Objective:Advocacy using evidence and lobbying are important tools for increasing national health development budget. At present, IPPF Member Association in Nepal- the Family Planning Association of Nepal (FPAN) is planning to do more focused policy advocacy with policymakers to increase health sector budget especially the SRH budget. Before engaging in policy advocacy, FPAN is studying the situation and wishes to develop advocacy materials on the issue. In this context, FPAN has carried out a study to review the National Budget, health sector budget, allocation of SRH budget as well as contraceptives budget from 2006 to 2011 to find out the major gaps and entry points on financing of SRH. In order to support the process undertaken by FPAN, IPPF SARO wishes to engage the services of a consultant to develop 4 advocacy fact sheets on Nepals investment in the health sector, and in particular on SRHR. The main objective of the factsheets would be To present the key findings from FPANs budget review in a clear and concise manner. To highlight the major gaps in the current budgetary allocation To give recommendations for policy makers to make them aware of the existing budget allocation patterns and advocate on increasing the portion of the health sector budget especially the sexual and reproductive health in the process of budget formulation. Scope of work:The findings of the FPAN budget analysis report (and any other secondary reports available on this) will be used to highlight each of the following components (each component to be a separate fact sheet): Adequacy: How much is budgeted for health sector as compared to the unmet needs? Highlight the following: Sources of funds (Bi later, multi later, national government, Un agencies, individuals, other agencies) Who funds what within the health sector (Safer motherhood, Family planning, safe abortion, HIV/AIDS, Tuberculosis etc) What is the % of GDP that Nepal spends on health care? Recommendations on adequacy. Priority: How does the budget for health as compare to other sector i.e. security, agriculture, education etc? What are the spending priorities of the country? (i.e. security, health, education, agriculture etc). What is the % of total health budget that is spent on SRH? What are the spending priorities within the health budget? Services, human resources?

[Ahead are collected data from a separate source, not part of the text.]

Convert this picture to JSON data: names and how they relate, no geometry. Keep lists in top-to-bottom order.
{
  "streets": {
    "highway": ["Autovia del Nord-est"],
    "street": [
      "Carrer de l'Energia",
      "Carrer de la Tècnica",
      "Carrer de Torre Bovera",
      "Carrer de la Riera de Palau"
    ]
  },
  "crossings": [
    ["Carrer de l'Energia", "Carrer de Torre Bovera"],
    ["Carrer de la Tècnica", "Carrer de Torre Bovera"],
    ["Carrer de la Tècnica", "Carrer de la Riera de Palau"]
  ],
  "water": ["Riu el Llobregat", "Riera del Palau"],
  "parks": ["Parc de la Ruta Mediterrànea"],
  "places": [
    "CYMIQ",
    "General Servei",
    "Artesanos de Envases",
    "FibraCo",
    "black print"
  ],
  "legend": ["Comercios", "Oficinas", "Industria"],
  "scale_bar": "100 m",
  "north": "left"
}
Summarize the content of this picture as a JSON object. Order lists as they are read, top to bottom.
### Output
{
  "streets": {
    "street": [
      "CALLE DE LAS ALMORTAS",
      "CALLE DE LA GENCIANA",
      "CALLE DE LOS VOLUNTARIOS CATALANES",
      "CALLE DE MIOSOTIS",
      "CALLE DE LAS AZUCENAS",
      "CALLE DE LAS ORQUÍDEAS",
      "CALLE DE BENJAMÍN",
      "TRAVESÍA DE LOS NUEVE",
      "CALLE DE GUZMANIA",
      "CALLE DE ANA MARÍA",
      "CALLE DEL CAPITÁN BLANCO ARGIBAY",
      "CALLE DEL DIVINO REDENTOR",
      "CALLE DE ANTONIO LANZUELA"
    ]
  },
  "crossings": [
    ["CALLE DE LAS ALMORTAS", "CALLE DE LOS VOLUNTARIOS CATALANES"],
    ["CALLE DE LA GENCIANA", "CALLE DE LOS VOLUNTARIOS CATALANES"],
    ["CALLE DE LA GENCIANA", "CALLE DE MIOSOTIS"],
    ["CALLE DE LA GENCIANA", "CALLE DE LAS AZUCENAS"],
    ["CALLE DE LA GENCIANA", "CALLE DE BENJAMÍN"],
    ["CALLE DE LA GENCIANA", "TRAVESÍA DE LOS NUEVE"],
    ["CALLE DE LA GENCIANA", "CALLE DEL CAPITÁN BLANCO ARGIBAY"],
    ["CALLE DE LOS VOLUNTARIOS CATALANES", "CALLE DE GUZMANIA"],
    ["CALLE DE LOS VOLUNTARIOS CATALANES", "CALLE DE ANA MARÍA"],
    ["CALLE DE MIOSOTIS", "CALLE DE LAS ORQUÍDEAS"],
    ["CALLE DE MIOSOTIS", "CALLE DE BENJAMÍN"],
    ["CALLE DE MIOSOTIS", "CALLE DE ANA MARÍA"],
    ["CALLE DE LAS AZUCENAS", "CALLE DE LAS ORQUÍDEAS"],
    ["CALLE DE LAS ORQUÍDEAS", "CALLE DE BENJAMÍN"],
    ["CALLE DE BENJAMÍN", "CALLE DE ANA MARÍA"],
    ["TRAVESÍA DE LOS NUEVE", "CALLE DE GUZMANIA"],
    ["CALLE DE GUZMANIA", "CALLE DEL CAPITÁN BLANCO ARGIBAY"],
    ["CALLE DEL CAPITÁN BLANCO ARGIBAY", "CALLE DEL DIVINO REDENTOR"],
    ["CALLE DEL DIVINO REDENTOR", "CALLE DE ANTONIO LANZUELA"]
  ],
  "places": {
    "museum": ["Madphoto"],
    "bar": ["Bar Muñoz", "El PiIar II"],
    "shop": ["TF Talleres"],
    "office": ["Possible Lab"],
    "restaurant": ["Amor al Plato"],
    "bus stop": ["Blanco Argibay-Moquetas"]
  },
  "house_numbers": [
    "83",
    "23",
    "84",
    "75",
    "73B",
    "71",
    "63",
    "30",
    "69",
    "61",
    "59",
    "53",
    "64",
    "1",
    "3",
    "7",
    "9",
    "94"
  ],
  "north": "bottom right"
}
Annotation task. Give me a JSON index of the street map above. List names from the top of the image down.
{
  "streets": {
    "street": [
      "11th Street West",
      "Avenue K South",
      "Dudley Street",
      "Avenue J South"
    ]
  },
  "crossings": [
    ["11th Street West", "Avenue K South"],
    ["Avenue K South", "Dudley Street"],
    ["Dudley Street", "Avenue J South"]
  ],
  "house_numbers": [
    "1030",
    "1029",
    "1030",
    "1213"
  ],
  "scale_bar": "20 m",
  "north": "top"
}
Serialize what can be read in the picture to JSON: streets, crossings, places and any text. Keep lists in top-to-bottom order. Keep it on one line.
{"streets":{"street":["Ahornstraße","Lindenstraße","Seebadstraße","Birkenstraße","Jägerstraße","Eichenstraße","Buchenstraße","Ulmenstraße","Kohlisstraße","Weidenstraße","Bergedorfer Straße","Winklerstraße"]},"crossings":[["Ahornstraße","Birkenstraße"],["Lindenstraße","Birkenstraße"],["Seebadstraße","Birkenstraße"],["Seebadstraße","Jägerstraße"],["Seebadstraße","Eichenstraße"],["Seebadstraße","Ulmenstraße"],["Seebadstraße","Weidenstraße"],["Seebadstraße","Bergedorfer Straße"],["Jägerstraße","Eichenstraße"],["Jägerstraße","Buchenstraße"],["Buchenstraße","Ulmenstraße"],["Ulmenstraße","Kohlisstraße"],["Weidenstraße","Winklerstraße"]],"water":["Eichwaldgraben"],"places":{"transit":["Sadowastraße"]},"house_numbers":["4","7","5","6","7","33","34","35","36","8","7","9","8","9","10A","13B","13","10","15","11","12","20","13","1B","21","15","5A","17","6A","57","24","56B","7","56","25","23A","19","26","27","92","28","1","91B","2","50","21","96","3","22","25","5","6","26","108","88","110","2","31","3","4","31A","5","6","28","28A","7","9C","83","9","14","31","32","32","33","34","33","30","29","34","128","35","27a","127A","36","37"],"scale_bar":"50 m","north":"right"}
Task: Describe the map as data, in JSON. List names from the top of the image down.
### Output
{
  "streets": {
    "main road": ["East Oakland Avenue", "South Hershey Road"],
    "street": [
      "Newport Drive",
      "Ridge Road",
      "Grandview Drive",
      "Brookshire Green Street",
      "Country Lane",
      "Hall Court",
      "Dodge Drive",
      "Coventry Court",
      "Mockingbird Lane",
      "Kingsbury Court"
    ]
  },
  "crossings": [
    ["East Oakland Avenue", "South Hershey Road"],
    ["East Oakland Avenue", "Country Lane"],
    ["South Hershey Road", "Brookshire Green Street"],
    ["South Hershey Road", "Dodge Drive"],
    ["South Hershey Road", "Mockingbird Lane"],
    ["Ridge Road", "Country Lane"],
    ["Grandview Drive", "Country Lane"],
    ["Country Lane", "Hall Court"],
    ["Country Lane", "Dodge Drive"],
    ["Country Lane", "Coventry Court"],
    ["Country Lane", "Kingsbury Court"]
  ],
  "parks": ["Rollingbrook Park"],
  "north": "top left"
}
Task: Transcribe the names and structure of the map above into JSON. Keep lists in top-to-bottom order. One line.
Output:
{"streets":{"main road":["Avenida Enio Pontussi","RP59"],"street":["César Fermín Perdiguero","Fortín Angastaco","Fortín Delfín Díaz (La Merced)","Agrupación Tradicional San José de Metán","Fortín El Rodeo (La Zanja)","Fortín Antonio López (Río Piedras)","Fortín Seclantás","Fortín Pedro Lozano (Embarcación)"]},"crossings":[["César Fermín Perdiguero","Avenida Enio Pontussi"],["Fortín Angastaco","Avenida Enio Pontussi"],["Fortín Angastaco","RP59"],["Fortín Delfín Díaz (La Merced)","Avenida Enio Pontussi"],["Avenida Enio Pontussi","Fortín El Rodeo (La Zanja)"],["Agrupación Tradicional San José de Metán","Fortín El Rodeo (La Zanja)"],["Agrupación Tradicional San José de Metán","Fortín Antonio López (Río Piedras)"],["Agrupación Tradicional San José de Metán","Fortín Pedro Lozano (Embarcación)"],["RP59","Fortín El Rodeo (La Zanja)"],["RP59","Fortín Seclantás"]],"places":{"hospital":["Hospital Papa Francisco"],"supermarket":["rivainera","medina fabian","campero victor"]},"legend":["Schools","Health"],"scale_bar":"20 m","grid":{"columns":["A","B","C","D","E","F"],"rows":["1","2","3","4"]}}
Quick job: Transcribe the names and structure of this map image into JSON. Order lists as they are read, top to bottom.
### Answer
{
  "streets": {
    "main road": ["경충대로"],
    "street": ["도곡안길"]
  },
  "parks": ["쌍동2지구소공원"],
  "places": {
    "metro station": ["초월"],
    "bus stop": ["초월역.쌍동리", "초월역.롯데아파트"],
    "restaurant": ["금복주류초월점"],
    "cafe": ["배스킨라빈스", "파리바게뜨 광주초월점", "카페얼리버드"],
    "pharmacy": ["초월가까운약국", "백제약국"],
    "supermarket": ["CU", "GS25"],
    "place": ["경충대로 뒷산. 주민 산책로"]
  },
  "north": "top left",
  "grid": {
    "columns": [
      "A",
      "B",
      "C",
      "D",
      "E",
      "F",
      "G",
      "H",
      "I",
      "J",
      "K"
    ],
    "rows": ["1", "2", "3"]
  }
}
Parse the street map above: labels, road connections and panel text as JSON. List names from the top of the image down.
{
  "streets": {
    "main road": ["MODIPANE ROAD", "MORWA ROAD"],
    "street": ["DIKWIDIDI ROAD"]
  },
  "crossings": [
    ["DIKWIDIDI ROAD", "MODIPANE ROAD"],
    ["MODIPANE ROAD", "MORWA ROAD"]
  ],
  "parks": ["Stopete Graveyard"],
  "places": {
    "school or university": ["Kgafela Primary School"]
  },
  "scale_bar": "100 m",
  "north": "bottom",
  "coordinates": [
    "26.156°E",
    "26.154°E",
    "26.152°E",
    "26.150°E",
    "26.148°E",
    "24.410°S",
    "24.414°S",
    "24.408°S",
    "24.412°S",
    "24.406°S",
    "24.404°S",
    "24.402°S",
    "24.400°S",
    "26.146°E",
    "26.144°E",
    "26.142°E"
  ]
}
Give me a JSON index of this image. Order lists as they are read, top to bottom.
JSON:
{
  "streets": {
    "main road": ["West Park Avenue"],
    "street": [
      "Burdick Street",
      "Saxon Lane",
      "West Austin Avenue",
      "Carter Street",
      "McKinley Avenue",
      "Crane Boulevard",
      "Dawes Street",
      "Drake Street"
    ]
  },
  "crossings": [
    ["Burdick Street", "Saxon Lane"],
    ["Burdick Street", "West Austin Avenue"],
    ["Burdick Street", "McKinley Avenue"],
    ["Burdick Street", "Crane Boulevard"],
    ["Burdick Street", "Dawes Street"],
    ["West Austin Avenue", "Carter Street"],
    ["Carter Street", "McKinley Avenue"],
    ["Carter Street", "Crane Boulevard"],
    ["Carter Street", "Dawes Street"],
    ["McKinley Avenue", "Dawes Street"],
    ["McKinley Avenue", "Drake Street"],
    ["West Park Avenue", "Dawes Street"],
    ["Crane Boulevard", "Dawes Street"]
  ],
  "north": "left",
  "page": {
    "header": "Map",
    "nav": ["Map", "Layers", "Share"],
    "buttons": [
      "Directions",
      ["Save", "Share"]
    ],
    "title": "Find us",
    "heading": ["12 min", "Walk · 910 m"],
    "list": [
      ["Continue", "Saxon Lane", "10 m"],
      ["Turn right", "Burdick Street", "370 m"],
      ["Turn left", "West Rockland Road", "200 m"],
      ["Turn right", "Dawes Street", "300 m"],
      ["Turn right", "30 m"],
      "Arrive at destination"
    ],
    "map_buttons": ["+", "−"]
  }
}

Which are the interventions that are prioritized within the health budget and how much? How much budget is allocated to meet the MDGs goals relating to health? How much does SRHR get? Within the SRHR budget, please analyse the following questions: o What are the spending priorities within the SRHR budget? Services, human resources? o Which are the interventions that are prioritized within the SRHR components of the budget and how much? Recommendations on priority. Progress: Is government's response on this issue improving? What are the provisions that the funds finance currently within the health budget (an analysis of all the line items supported, and their relative allocations)? What are the systems to transfer funds from centre to district? (An analysis of funds transfer i.e time, authority, amount, banking etc) A resource gap analysis: between resource needs and expenditures- (lead question: Is the spending adequate as per the needs? If not, how much should ideally be allocated) Recommendations on the above. Equity: Are resources being allocated fairly? The consultant will analyze health sector budget based on following indicators: o An analysis of budget allocation according to district & geographical region (75 districts and 5 regions). o An analysis of budget allocation according to ecological region (Terai, hill and mountain). o An analysis of budget allocation according to ethnic minority (Chepang, Raute, Danuwar, Tharu etc) o An analysis of budgetary spending and its co-relations with poorest and least developed districts. o Recommendations on the above. Deliverables:o 4 fact sheets as detailed above, with each fact sheet consisting of 4 pages. Time-frame:o 25th July to 25th august.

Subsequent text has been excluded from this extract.